Industry has had to respond to the requirements of progressive UK environmental legislation such as the Urban Waste Water Directive, IPC, IPPC and now the EPR (Environmental Permitting Regulations). As successive legislation becomes more stringent, discharge consents have been progressively tightened, and the need for self-regulation has become more important. As a consequence, on-line instrumentation has been installed throughout waste-water industry to continuously provide trade discharge monitoring and perform continuous water analysis for key consent parameters.
Waste-water generated from industrial processes often needs to be monitored to ensure compliance to a number of imposed consents which may include flow, pH, suspended solids, ammonia, COD and BOD. The degree of monitoring and the required parameters are often determined by the type of industry and the amount of contamination or waste product present. Progressively industry is looking to minimise their waste and reduce their effluent costs by treating prior to trade discharge. Water quality parameters such as pH, suspended solids, ammonia and Total Organic Carbon are often used to manage effluent quality and upstream processes.
Total organic carbon measurement
The integration of continuous monitoring enables proactive management of trade discharge to reduce operational costs. The Protoc TOC analyser continuously reports the Total Organic Carbon concentration of the trade discharge which provides in real time, a good indication of the Chemical Oxygen Demand which is a key water quality parameter.
Final effluent monitoring
Many industrial sites are now treating their waste to reduce their effluent costs. Industrial operations may then apply to discharge to a local water course. Final effluent monitoring typically comprises ammonia and suspended solids (turbidity) although other water analysis such as BOD (Biological Oxygen Demand) may also be performed on discrete samples. The measurement of Total Organic Carbon may be used to provide a real time indication of BOD.
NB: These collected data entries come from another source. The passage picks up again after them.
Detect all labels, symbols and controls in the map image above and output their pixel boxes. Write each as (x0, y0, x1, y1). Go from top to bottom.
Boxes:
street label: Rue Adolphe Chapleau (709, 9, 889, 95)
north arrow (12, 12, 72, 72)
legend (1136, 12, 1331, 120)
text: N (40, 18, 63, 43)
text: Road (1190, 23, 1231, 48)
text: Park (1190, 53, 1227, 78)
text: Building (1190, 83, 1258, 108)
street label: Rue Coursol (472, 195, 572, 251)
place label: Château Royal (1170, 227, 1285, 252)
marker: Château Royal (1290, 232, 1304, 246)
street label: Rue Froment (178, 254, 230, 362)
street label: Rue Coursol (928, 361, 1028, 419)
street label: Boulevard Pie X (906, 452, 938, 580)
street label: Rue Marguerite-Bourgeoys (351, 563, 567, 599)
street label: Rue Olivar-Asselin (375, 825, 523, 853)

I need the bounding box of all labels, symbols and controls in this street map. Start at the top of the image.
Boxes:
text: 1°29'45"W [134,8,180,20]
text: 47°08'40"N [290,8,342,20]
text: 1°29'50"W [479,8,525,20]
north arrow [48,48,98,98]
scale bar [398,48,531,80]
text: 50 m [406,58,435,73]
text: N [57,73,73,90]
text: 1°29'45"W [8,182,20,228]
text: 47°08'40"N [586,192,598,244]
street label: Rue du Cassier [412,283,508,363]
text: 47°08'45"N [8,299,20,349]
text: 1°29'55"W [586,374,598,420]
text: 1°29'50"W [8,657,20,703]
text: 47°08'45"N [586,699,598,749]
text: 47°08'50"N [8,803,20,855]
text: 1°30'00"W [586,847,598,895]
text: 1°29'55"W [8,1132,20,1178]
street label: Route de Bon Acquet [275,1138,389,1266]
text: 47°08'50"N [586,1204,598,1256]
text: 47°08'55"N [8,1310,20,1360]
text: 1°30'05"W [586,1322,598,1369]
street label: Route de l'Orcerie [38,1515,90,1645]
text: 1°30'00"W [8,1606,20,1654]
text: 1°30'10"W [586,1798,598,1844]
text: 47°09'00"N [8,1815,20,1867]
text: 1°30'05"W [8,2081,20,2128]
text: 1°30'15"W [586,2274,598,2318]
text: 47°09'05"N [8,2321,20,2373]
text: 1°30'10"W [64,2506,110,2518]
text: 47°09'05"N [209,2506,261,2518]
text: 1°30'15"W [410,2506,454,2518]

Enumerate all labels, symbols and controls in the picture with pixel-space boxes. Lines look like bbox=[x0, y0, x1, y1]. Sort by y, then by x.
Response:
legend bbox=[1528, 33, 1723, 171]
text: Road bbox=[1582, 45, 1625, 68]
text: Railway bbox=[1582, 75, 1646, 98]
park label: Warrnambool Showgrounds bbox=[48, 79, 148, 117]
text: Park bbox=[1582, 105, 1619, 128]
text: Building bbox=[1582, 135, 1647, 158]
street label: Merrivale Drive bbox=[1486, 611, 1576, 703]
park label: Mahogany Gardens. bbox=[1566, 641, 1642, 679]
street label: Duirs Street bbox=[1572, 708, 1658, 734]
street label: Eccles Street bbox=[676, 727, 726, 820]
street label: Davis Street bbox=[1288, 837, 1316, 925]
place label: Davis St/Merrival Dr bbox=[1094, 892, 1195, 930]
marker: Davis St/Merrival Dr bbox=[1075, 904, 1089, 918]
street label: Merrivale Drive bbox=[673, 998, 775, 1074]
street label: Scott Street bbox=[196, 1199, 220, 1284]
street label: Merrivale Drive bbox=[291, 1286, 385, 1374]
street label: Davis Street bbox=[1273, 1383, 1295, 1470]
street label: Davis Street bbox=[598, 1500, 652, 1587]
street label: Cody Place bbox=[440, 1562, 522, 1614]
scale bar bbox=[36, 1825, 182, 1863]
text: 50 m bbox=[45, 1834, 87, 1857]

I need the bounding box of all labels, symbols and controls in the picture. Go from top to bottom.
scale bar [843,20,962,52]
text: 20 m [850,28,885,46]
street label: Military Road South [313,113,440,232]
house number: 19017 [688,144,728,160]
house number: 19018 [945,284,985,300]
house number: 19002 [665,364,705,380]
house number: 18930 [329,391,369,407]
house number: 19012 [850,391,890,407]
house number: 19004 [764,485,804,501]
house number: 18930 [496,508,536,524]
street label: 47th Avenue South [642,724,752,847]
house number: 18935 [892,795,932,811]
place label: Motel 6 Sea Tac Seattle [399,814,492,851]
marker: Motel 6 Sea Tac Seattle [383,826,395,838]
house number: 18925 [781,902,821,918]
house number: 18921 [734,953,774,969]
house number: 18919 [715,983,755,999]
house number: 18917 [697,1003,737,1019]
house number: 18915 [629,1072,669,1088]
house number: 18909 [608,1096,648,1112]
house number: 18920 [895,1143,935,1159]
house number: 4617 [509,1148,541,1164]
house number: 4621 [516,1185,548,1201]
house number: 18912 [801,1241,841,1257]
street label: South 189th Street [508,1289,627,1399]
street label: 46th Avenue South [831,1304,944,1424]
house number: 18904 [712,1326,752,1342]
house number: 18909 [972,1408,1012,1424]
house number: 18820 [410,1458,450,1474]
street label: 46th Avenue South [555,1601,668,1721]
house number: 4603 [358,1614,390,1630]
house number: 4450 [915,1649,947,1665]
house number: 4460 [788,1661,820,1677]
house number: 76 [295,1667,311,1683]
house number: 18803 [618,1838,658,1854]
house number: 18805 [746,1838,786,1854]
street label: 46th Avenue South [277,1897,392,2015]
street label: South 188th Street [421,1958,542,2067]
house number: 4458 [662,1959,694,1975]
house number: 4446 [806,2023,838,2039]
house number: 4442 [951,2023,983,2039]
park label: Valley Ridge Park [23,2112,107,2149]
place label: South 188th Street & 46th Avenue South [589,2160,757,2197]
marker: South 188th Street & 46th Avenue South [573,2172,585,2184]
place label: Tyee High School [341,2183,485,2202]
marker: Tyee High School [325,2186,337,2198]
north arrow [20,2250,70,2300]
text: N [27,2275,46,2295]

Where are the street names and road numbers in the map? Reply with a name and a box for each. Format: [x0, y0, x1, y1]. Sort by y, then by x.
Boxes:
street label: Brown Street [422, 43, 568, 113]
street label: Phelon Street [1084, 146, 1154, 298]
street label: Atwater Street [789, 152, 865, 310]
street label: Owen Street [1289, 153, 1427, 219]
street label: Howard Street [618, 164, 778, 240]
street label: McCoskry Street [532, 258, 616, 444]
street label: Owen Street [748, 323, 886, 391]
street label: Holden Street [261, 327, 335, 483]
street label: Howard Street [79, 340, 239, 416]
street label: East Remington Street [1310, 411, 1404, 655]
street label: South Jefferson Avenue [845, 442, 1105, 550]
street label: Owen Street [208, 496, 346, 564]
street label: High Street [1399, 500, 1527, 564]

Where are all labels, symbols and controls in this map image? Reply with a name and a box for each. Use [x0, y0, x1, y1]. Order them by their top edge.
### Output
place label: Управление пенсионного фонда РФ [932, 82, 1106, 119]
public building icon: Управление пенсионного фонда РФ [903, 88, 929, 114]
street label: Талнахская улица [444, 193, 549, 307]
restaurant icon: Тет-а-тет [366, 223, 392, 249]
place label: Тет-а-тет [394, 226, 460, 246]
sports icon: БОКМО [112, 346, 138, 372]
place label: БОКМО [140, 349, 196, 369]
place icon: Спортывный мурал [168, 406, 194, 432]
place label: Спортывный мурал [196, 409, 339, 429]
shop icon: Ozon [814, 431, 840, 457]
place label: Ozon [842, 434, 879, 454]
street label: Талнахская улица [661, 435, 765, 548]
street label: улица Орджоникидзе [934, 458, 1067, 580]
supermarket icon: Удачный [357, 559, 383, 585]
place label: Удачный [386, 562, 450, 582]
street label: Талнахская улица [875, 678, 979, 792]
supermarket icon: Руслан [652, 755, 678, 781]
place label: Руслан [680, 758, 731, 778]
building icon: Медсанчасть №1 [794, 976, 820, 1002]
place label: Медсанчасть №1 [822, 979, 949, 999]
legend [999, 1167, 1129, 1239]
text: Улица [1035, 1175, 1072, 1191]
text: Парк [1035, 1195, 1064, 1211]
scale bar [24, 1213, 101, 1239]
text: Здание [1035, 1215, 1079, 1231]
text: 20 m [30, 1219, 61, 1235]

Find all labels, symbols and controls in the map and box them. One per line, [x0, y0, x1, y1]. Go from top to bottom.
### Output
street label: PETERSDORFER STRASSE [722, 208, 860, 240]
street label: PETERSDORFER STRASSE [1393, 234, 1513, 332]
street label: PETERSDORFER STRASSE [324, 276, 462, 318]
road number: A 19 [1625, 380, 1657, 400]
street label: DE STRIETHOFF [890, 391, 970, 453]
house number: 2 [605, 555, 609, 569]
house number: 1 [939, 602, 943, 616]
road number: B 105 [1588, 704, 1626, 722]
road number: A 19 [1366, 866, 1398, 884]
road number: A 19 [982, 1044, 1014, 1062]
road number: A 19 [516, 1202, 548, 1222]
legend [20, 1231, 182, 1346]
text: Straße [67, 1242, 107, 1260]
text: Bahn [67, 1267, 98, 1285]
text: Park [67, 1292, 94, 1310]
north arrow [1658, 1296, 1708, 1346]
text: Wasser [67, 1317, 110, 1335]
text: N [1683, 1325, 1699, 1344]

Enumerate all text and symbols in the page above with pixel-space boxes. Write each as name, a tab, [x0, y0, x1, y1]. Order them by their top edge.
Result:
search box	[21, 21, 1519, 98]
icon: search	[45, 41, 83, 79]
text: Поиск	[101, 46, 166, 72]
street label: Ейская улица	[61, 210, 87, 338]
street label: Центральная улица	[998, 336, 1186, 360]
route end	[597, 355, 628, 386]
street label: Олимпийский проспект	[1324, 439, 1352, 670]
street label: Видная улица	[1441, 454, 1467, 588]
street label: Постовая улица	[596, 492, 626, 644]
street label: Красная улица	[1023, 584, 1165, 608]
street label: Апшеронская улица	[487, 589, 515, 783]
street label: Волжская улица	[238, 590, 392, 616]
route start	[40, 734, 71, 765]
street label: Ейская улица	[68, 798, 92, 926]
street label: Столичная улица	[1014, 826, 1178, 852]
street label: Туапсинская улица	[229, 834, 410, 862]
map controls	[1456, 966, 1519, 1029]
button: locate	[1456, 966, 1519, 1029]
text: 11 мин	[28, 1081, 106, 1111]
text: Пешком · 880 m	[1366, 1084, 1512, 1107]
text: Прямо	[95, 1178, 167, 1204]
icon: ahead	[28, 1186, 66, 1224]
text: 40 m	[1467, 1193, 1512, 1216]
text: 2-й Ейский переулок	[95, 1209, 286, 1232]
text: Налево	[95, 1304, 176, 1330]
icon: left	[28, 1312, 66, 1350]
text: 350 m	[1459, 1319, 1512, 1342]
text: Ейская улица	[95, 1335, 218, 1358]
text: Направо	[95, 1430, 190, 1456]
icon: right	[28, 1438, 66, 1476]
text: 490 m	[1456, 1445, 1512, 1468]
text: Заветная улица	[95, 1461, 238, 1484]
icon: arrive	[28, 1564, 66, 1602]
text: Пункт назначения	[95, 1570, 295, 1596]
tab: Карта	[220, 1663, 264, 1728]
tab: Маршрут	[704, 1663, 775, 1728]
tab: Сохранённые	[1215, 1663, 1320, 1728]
Ammonia is a critical water quality parameter since it is toxic to aquatic life and also indicates the extent of treatment. Rising ammonia concentrations indicates inefficient nitrification possibly due to poor aeration, insufficient liquor concentrations, nitrification inhibition due to toxicity, temperature or excessive hydraulic load. Continuous measurement data is therefore crucially important to confirm the treatment facility is operating efficiently. The Protoc TOC may also be used to infer the BOD of the sample and more recently, phosphate consents have also been imposed resulting in additional treatment and process control requirements.